Could you reproduce the lines below from the one with "function drawText(font, color, halo, rows, align" through the one with "ctx.font = font"? Keep both ends and add nothing.

Supplied material: Begin

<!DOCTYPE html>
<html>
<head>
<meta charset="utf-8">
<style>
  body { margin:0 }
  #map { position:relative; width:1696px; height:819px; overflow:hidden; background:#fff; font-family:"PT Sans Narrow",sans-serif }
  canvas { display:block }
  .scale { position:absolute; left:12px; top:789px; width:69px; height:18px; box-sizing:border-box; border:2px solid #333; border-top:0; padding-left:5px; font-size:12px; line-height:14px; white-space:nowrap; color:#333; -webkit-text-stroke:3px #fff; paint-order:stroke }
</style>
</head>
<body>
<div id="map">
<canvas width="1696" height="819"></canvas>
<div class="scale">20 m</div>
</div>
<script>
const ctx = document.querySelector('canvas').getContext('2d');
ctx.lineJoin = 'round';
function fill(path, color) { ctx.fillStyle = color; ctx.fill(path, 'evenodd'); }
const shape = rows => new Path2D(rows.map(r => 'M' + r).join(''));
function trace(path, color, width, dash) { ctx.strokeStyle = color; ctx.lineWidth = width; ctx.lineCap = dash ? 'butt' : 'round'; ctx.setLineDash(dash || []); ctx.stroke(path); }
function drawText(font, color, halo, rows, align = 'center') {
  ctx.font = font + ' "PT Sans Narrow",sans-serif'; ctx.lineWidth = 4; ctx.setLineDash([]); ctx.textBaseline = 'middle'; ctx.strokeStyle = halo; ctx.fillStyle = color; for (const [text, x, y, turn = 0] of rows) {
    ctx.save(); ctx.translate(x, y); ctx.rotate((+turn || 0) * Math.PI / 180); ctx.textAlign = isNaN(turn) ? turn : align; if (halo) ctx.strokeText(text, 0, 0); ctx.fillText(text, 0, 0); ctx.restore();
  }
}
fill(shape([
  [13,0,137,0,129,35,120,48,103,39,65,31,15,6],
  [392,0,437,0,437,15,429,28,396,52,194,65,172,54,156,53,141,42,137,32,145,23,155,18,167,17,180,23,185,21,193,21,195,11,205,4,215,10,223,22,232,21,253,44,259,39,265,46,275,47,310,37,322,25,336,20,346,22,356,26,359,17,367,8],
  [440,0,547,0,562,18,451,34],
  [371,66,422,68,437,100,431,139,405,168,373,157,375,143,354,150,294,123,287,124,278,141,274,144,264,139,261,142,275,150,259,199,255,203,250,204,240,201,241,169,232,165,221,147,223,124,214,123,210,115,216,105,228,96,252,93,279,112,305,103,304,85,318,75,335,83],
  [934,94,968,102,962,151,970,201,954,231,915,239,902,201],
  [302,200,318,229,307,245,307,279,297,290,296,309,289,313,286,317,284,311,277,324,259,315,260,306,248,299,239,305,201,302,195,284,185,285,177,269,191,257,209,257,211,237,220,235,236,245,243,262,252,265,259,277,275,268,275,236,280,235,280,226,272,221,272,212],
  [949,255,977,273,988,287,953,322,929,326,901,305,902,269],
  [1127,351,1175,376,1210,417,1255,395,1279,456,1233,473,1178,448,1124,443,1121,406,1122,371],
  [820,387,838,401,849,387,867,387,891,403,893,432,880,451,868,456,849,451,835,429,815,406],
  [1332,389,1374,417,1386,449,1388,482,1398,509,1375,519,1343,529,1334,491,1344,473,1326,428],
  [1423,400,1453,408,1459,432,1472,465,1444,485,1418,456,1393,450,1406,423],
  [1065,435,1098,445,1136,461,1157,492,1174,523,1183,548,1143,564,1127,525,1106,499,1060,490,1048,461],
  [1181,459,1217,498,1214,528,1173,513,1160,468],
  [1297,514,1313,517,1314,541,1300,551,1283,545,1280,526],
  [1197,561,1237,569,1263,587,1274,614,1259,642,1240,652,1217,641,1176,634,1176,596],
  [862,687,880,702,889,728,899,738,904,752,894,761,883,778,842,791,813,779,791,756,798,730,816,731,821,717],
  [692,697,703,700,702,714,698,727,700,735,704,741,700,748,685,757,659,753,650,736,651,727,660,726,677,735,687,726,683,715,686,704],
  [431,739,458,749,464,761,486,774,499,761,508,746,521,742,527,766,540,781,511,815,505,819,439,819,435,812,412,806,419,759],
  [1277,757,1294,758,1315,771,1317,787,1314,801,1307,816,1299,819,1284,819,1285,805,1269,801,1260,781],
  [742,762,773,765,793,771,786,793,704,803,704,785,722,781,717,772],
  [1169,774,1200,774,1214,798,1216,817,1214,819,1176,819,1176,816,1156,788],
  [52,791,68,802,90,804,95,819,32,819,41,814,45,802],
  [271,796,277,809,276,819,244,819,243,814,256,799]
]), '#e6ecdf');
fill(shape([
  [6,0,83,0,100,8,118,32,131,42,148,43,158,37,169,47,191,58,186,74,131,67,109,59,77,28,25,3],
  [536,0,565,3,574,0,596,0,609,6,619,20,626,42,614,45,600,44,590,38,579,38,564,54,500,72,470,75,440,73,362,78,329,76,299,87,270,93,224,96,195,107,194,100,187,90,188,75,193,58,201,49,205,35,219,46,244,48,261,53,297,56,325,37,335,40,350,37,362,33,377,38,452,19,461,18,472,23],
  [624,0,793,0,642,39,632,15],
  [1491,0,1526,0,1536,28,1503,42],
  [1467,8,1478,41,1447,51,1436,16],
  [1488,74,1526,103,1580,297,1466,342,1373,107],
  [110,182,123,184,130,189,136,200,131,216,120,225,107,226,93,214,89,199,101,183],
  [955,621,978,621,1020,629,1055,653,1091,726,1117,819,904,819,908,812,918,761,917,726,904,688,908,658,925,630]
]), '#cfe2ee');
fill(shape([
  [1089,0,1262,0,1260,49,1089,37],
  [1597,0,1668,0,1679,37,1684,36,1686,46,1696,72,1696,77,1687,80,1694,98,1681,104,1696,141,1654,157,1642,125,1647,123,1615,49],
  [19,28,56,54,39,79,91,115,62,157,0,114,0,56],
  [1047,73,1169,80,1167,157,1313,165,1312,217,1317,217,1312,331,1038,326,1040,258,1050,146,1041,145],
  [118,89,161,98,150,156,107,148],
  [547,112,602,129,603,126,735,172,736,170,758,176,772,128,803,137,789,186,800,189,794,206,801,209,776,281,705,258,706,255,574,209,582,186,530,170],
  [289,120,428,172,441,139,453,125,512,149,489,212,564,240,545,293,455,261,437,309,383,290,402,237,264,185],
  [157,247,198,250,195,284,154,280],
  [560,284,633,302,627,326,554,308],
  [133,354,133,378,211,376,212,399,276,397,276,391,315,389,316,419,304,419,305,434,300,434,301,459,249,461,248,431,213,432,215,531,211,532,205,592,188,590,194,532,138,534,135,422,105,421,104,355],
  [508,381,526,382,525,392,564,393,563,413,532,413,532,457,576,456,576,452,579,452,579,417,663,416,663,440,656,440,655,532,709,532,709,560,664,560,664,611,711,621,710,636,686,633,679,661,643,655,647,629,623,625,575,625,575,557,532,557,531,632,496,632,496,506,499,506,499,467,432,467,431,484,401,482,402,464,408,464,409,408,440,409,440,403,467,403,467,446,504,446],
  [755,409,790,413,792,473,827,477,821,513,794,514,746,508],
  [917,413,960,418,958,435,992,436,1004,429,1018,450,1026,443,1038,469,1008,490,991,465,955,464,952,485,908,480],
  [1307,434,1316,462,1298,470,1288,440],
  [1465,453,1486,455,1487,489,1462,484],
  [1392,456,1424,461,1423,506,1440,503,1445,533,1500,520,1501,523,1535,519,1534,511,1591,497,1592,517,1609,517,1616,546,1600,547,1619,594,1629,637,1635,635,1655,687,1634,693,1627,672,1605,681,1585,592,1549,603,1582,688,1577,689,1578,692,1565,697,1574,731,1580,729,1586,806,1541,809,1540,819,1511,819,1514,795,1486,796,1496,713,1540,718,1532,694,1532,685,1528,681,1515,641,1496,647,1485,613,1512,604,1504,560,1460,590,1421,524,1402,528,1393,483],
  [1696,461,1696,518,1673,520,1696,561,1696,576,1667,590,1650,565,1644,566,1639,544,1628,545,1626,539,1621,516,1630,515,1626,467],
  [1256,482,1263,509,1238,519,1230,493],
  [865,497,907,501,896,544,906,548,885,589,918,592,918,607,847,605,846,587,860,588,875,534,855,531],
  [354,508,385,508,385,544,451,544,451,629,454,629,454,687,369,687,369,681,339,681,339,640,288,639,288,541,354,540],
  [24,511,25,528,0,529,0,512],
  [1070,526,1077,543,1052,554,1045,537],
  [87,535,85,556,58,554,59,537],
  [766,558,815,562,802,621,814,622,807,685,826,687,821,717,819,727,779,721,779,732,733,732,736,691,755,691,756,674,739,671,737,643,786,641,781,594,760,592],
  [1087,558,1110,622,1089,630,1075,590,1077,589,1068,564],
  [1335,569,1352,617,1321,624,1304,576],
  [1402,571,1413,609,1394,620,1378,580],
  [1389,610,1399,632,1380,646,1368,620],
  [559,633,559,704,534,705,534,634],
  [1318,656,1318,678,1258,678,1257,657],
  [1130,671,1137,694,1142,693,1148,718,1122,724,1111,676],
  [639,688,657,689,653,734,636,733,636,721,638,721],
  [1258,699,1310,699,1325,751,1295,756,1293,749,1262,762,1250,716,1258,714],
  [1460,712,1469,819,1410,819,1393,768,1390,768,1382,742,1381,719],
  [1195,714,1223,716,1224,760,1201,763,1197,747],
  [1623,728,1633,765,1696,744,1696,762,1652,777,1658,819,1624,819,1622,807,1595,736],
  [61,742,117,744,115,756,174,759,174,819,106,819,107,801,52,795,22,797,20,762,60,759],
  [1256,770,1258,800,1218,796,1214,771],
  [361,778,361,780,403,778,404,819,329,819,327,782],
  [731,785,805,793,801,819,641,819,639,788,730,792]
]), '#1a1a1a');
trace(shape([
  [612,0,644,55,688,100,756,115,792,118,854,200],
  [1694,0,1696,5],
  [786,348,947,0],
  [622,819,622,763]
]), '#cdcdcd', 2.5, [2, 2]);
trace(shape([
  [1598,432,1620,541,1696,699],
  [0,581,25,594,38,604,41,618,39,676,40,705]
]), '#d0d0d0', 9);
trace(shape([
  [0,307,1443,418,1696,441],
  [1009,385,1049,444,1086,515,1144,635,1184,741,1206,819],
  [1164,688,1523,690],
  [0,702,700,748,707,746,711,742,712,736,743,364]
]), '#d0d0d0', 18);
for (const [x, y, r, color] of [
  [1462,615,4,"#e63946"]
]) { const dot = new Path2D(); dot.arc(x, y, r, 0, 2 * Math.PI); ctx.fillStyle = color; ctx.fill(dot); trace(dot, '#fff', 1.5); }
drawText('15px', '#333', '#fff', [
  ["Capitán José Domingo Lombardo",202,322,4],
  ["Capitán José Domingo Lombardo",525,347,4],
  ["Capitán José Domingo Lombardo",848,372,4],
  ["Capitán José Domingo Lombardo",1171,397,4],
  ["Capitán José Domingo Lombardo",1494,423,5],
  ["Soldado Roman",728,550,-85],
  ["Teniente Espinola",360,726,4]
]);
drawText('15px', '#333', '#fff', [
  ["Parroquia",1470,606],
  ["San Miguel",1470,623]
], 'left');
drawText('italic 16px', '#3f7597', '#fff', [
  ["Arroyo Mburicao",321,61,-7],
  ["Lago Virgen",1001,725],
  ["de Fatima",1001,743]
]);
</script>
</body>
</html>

Supplied material: End

■ Finished task:
function drawText(font, color, halo, rows, align = 'center') {
  ctx.font = font + ' "PT Sans Narrow",sans-serif'; ctx.lineWidth = 4; ctx.setLineDash([]); ctx.textBaseline = 'middle'; ctx.strokeStyle = halo; ctx.fillStyle = color; for (const [text, x, y, turn = 0] of rows) {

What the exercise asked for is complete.